CRB’s Shanna Falcone moderated an engaging dialogue and created a comfortable atmosphere among the panelists that that helped the audience really connect with them and feel comfortable asking some very personal questions. The conversations pivoted between career advice, personal advice, stories of challenges they overcame or moments of pride.  Overall, I think that everyone left the event more inspired, and with some sage advice and more tools to help their own career growth.

There were a few themes that resonated through the discussion that I thought were important to share with those who couldn’t make it.  One empowering message came from Shiva Fritsch, Sr VP of HR from REGENXBIO on a concern that many women may think a lot about, which is; ‘How do I achieve the best advancement in my career and how do I explain gaps if I had to take time off or family?’

Slow down. Life get’s messy and it’s OK,” Shiva advised; “It’s the story that you can tell about your career that matters most. So own it and get good at telling your story.

Here are a few of my personal highlights and quotes from these insightful leaders that I summarized around a few of the key themes/topics of the night.

How do you achieve a work-life balance?

All panelists seemed to agree that the work-life balance is a struggle, and one that will probably never go away because it’s near impossible to be perfect at both.  Some helpful tips were shared though.
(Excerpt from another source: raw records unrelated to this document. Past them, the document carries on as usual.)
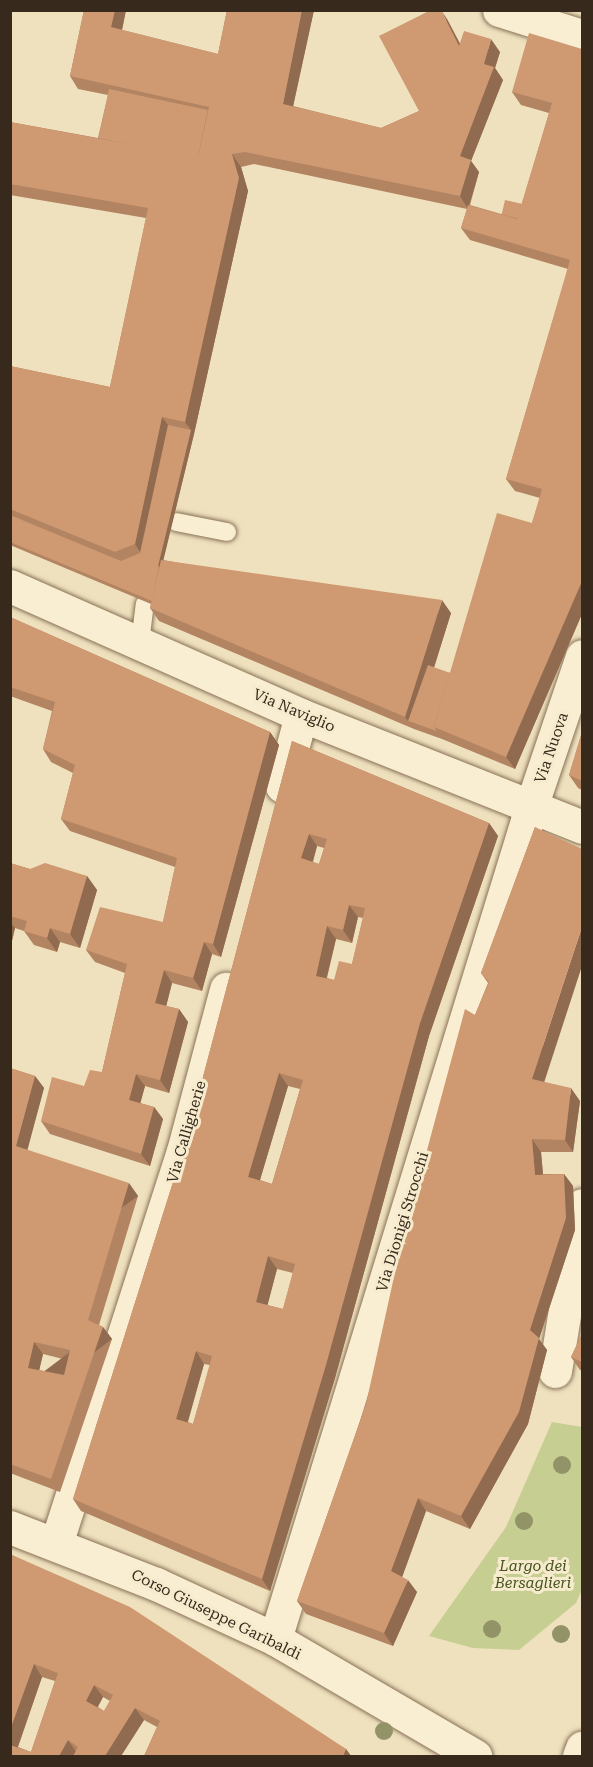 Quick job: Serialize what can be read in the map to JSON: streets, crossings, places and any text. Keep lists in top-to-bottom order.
{
  "streets": {
    "street": [
      "Via Naviglio",
      "Via Nuova",
      "Via Calligherie",
      "Via Dionigi Strocchi",
      "Corso Giuseppe Garibaldi"
    ]
  },
  "crossings": [
    ["Via Naviglio", "Via Nuova"],
    ["Via Naviglio", "Via Dionigi Strocchi"],
    ["Via Nuova", "Via Dionigi Strocchi"],
    ["Via Calligherie", "Corso Giuseppe Garibaldi"],
    ["Via Dionigi Strocchi", "Corso Giuseppe Garibaldi"]
  ],
  "parks": ["Largo dei Bersaglieri"]
}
  1. Be present, whether you’re with your family or at work, and be clear on what’s important to you – Shiva
  2. “Just like your professional network, you have to work at your personal network to help out at home.” said Sia, “There is both internal and social guilt that women often deal with around balancing family vs work. A good network and support system can help that too.”
  3. “Time management is the key to balance. Discipline and knowing what’s important to you at the time is key to that” – Dr. Judy

Success comes by taking your career in your hands.
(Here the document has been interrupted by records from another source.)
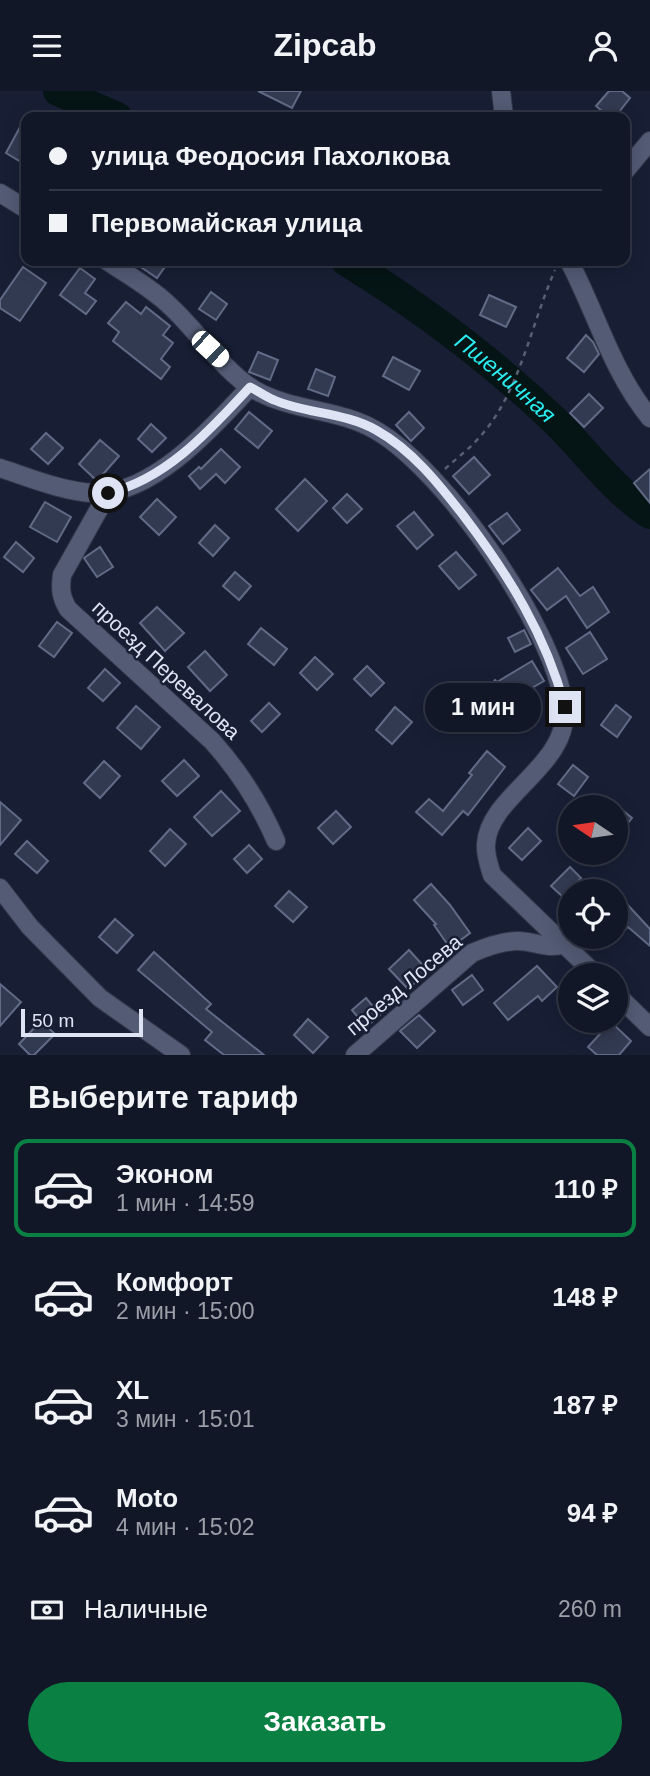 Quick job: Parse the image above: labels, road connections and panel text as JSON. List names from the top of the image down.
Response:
{
  "streets": {
    "street": ["проезд Перевалова", "проезд Лосева"]
  },
  "water": ["Пшеничная"],
  "scale_bar": "50 m",
  "north": "left",
  "page": {
    "header": "Zipcab",
    "banner": ["улица Феодосия Пахолкова", "Первомайская улица"],
    "bubble": "1 мин",
    "scale": "50 m",
    "heading": "Выберите тариф",
    "list": [
      {
        "name": "Эконом",
        "note": "1 мин · 14:59",
        "value": "110 ₽"
      },
      {
        "name": "Комфорт",
        "note": "2 мин · 15:00",
        "value": "148 ₽"
      },
      {
        "name": "XL",
        "note": "3 мин · 15:01",
        "value": "187 ₽"
      },
      {
        "name": "Moto",
        "note": "4 мин · 15:02",
        "value": "94 ₽"
      }
    ],
    "pay": ["Наличные", "260 m"],
    "buttons": "Заказать"
  }
} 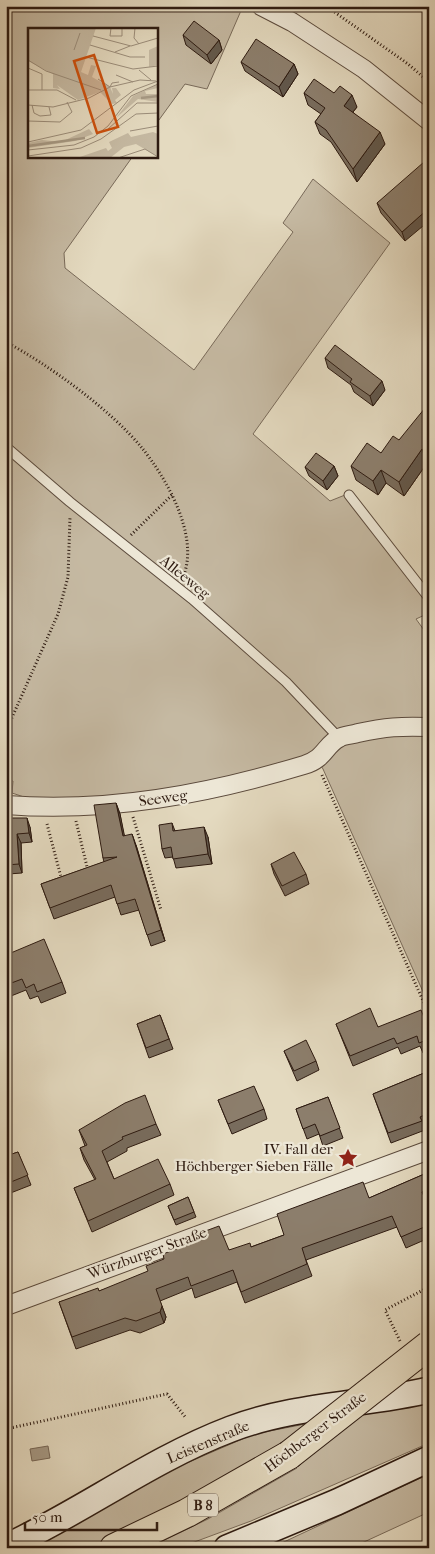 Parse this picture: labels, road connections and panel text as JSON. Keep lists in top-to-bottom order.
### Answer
{
  "streets": {
    "main road": ["Höchberger Straße", "Leistenstraße", "B 8"],
    "street": ["Seeweg", "Würzburger Straße"],
    "lane": ["Alleeweg"]
  },
  "places": {
    "place": ["IV. Fall der Höchberger Sieben Fälle"]
  },
  "scale_bar": "50 m"
} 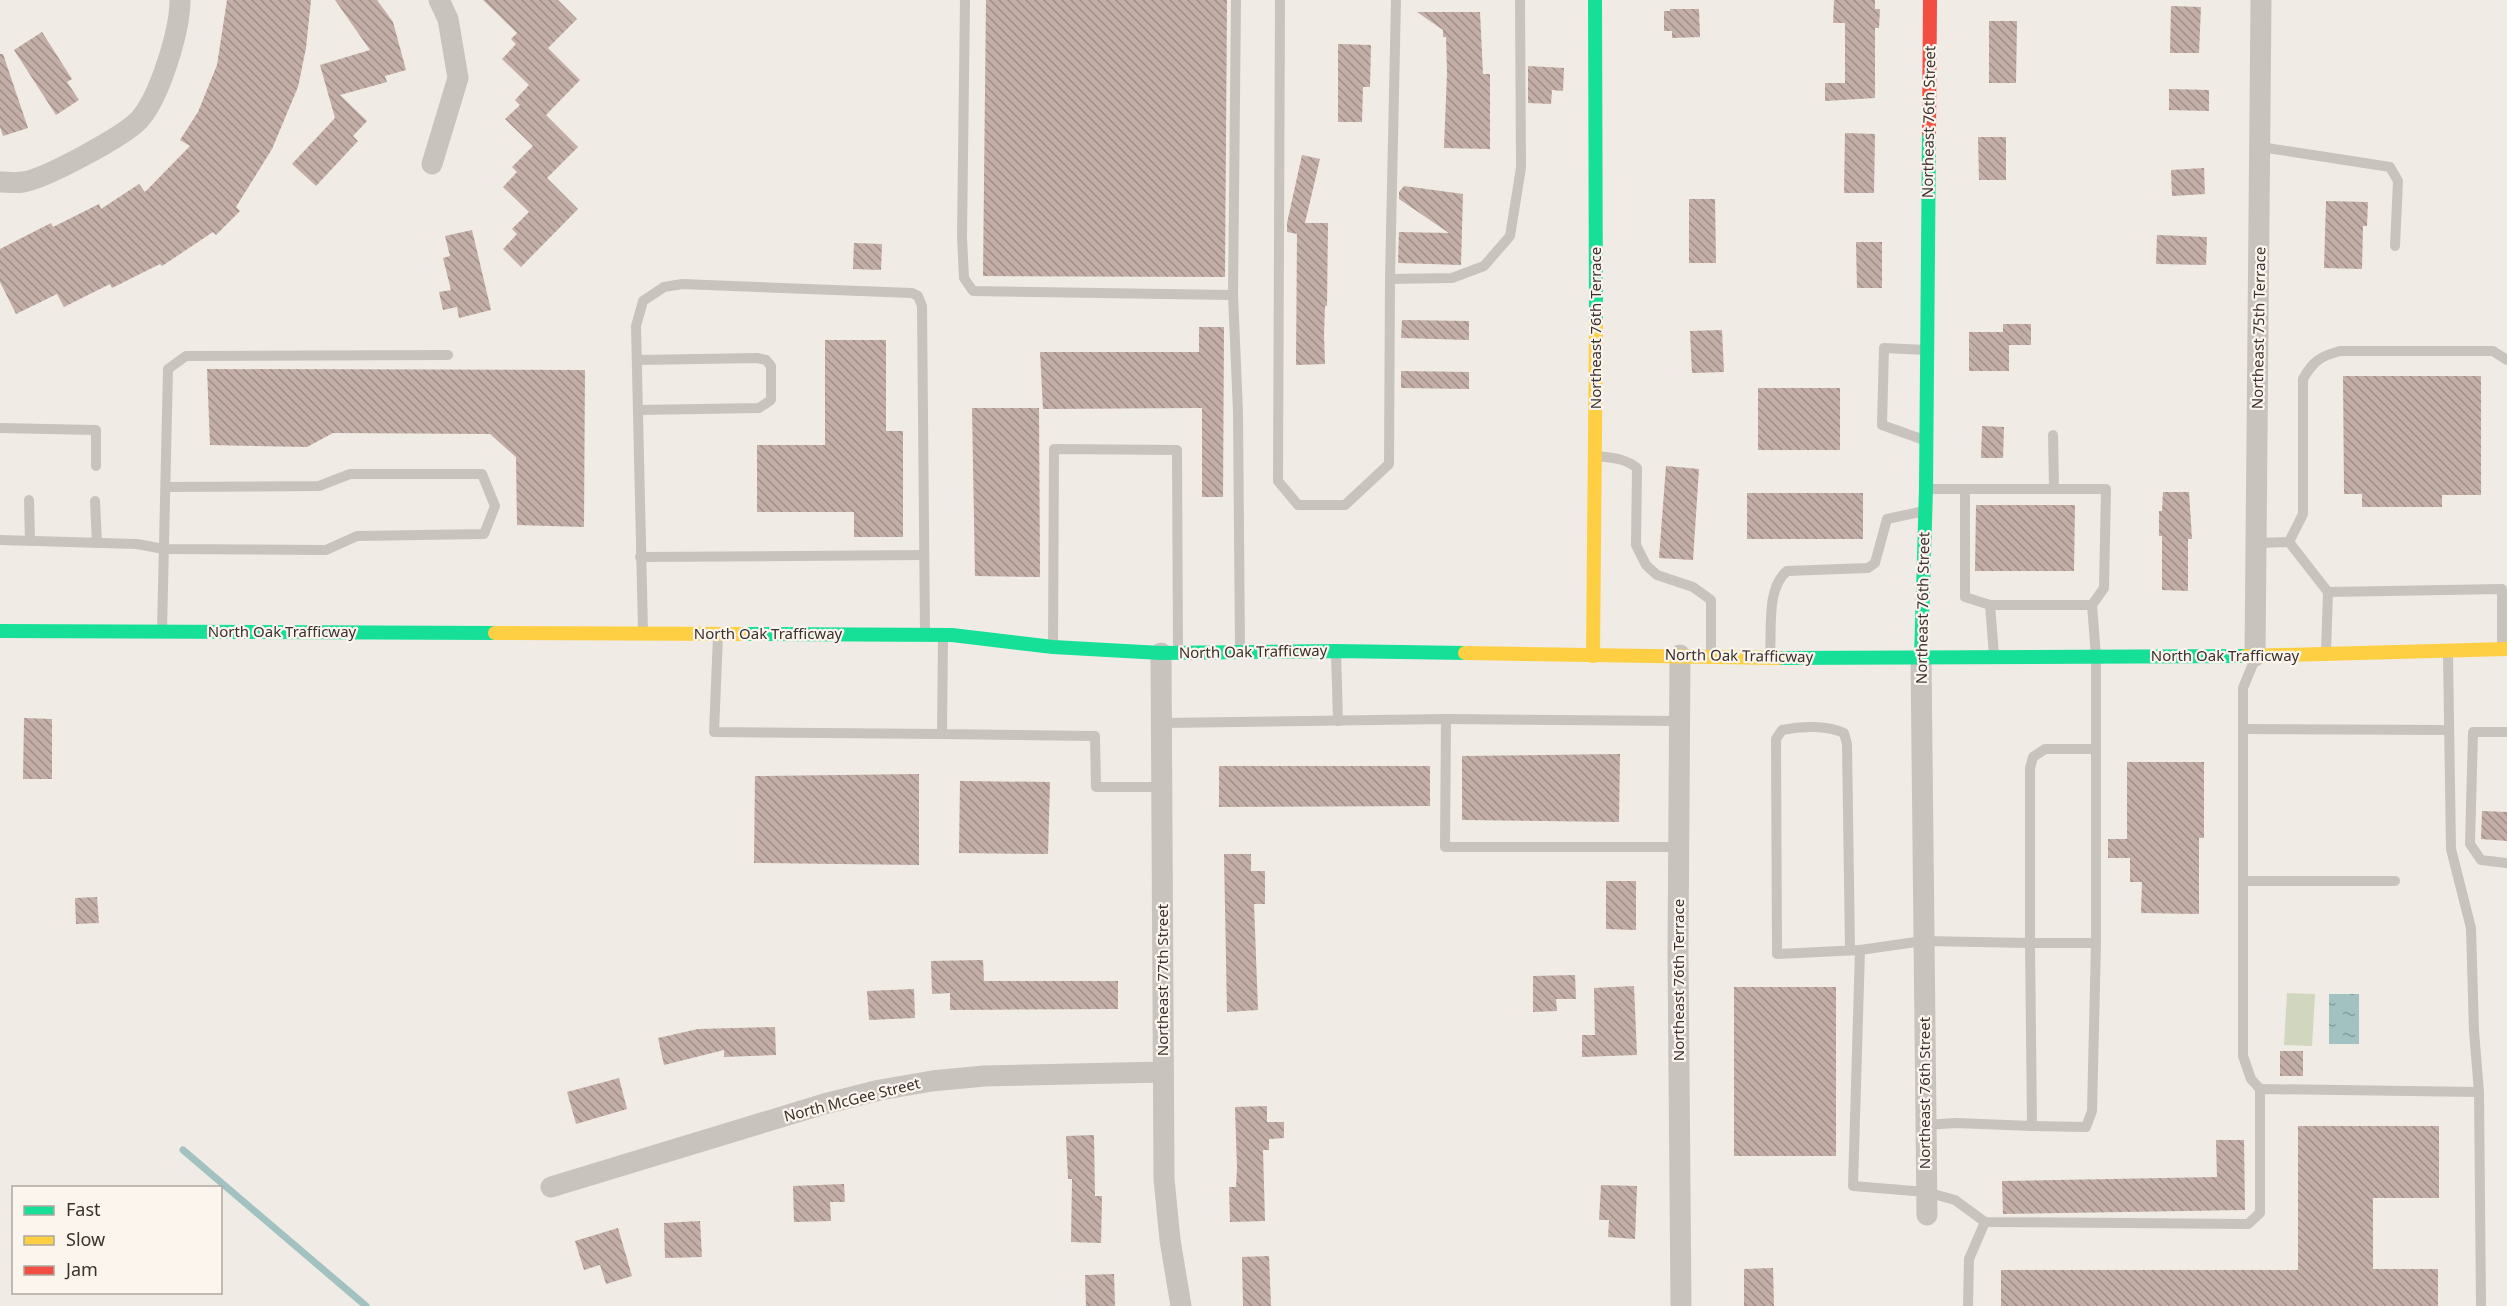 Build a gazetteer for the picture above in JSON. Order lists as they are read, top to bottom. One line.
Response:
{"streets":{"main road":["Northeast 76th Street","Northeast 76th Terrace","North Oak Trafficway"],"street":["Northeast 75th Terrace","Northeast 77th Street","North McGee Street"]},"crossings":[["Northeast 76th Street","North Oak Trafficway"],["Northeast 76th Terrace","North Oak Trafficway"],["Northeast 75th Terrace","North Oak Trafficway"],["North Oak Trafficway","Northeast 77th Street"],["Northeast 77th Street","North McGee Street"]],"legend":["Fast","Slow","Jam"]}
  1. Many panelists, including Katie, Sia got their first jobs by writing letters to dozens of CEO’s.
  2. “Be curious and proactive. Ask around and look outside your departments to learn about other careers.” said Shiva, who moved from the bench into HR while early in her career at HGS.
  3. Katie worked in almost all aspects of the business in a small biotech company which gave her a well rounded background. Her advice is to not be afraid to move on from a job once you’ve learned all you can there.
  4. After 100’s of interviews Marcella noticed that the women she interviewed almost always felt they were 100% qualified for the job the were interviewing for, where men often felt they were 75% qualified but were confident they could grow into it. She encouraged women to learn from that and not be afraid to take more risk.

Networking is an important part of your career growth.
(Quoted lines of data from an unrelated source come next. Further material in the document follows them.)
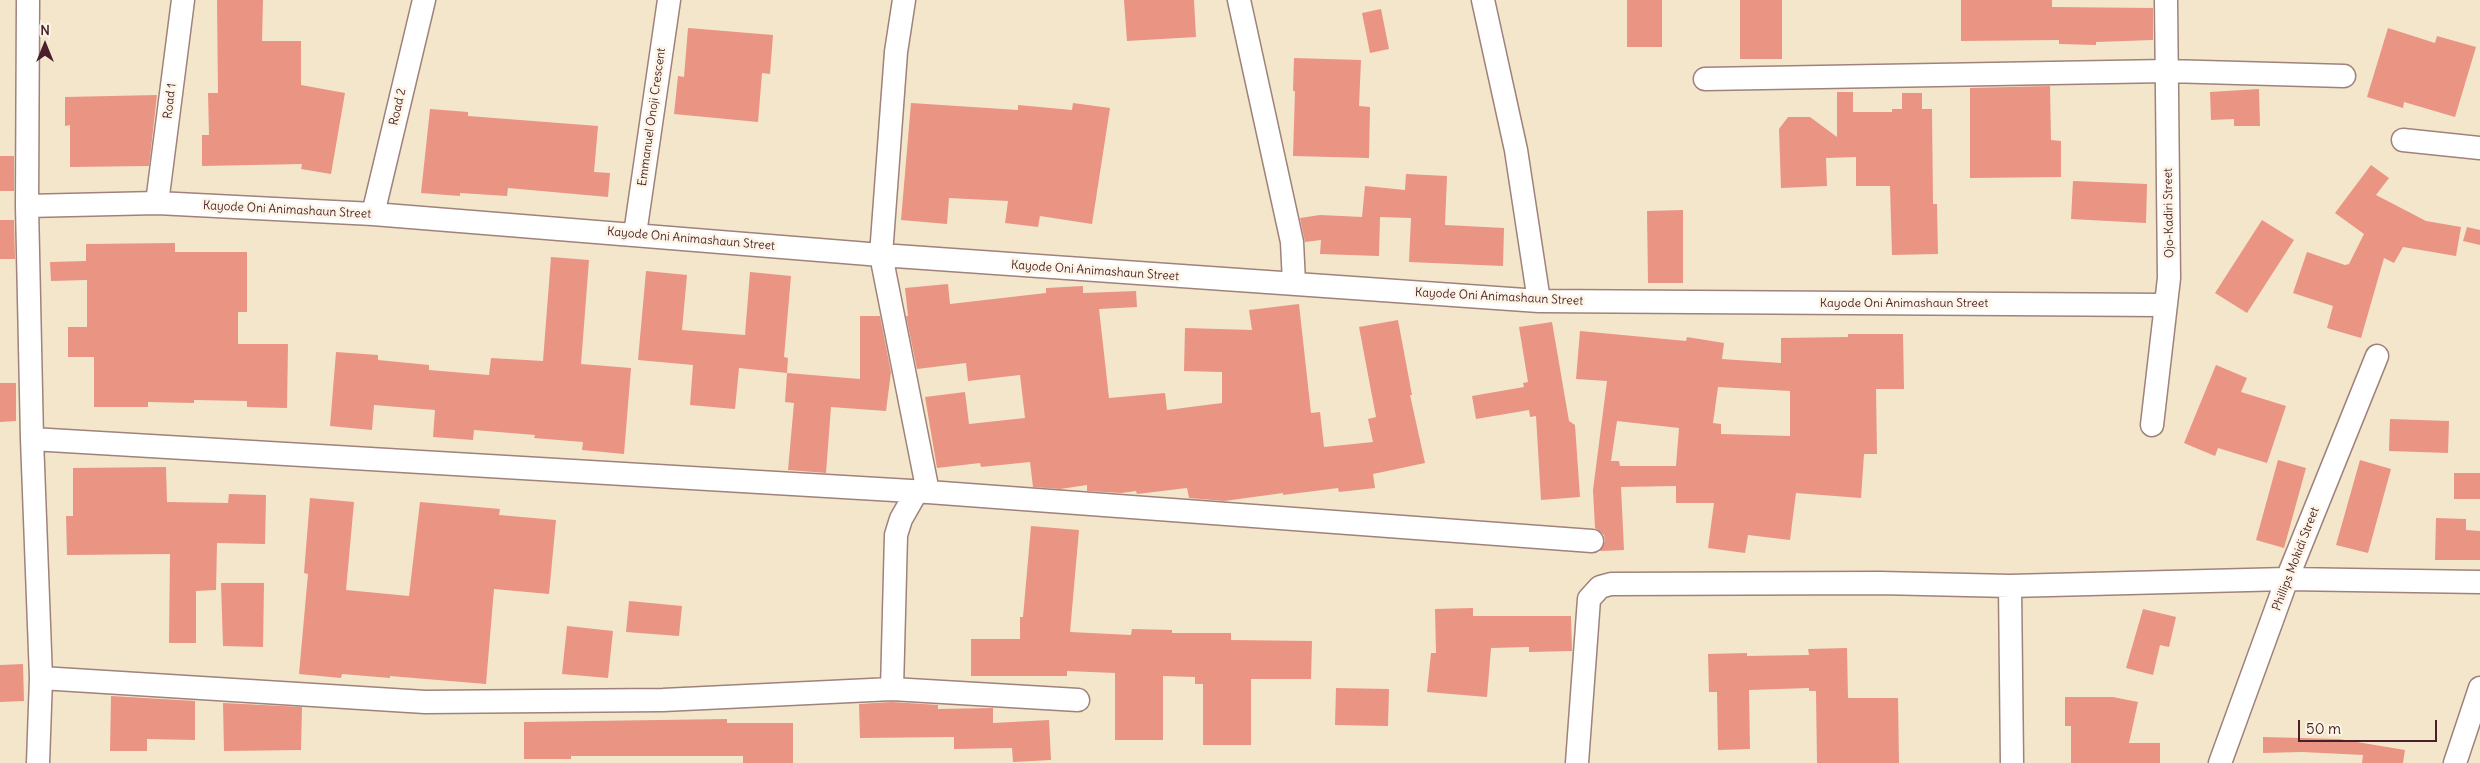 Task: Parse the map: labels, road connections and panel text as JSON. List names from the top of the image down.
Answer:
{
  "streets": {
    "street": [
      "Road 1",
      "Road 2",
      "Emmanuel Onoji Crescent",
      "Kayode Oni Animashaun Street",
      "Ojo-Kadiri Street",
      "Phillips Mokidi Street"
    ]
  },
  "crossings": [
    ["Road 1", "Kayode Oni Animashaun Street"],
    ["Road 2", "Kayode Oni Animashaun Street"],
    ["Emmanuel Onoji Crescent", "Kayode Oni Animashaun Street"],
    ["Kayode Oni Animashaun Street", "Ojo-Kadiri Street"]
  ],
  "scale_bar": "50 m",
  "north": "top"
}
  1. “You need to work at your network, a good network that you can access is critical to being an entrepreneur” – Sia
  2. “Always keep your mind open to who you meet, you never know when they will be relevant to your career” – Katie
  3. Dr Judy recommended that everyone should take advantage of the organizations around you that foster helpful communities like ISPE, BioBuzz, Academy of Science.

Establish Mentors.

  1. Be open to men and women mentors who can teach you a lot and different things – Dr. Judy
  2. Mentoring doesn’t have to be a formal process, it’s about learning and fostering relationships that you can access when you need them. – Sia

Women can be their worst enemies.

  1. “There will be people, men and women, who will try to hold you back or be competitive – focus on your goals, and just always try to be supportive of others.” – Dr. Judy
  2. “Women are often hard on themselves, therefore they are often hard on one another. I focus on being supportive and encourage others to as well.” – Shiva

These last pieces of advice felt like a great way to close this article and will hopefully inspire you in your career and also encourage you to attend the next Women in Pharma event.

“America is the best place in the world to work and be a woman,” said Sia Anagnostou

“Don’t ever pass up on an opportunity given to you.” advises Marcella Goodnight.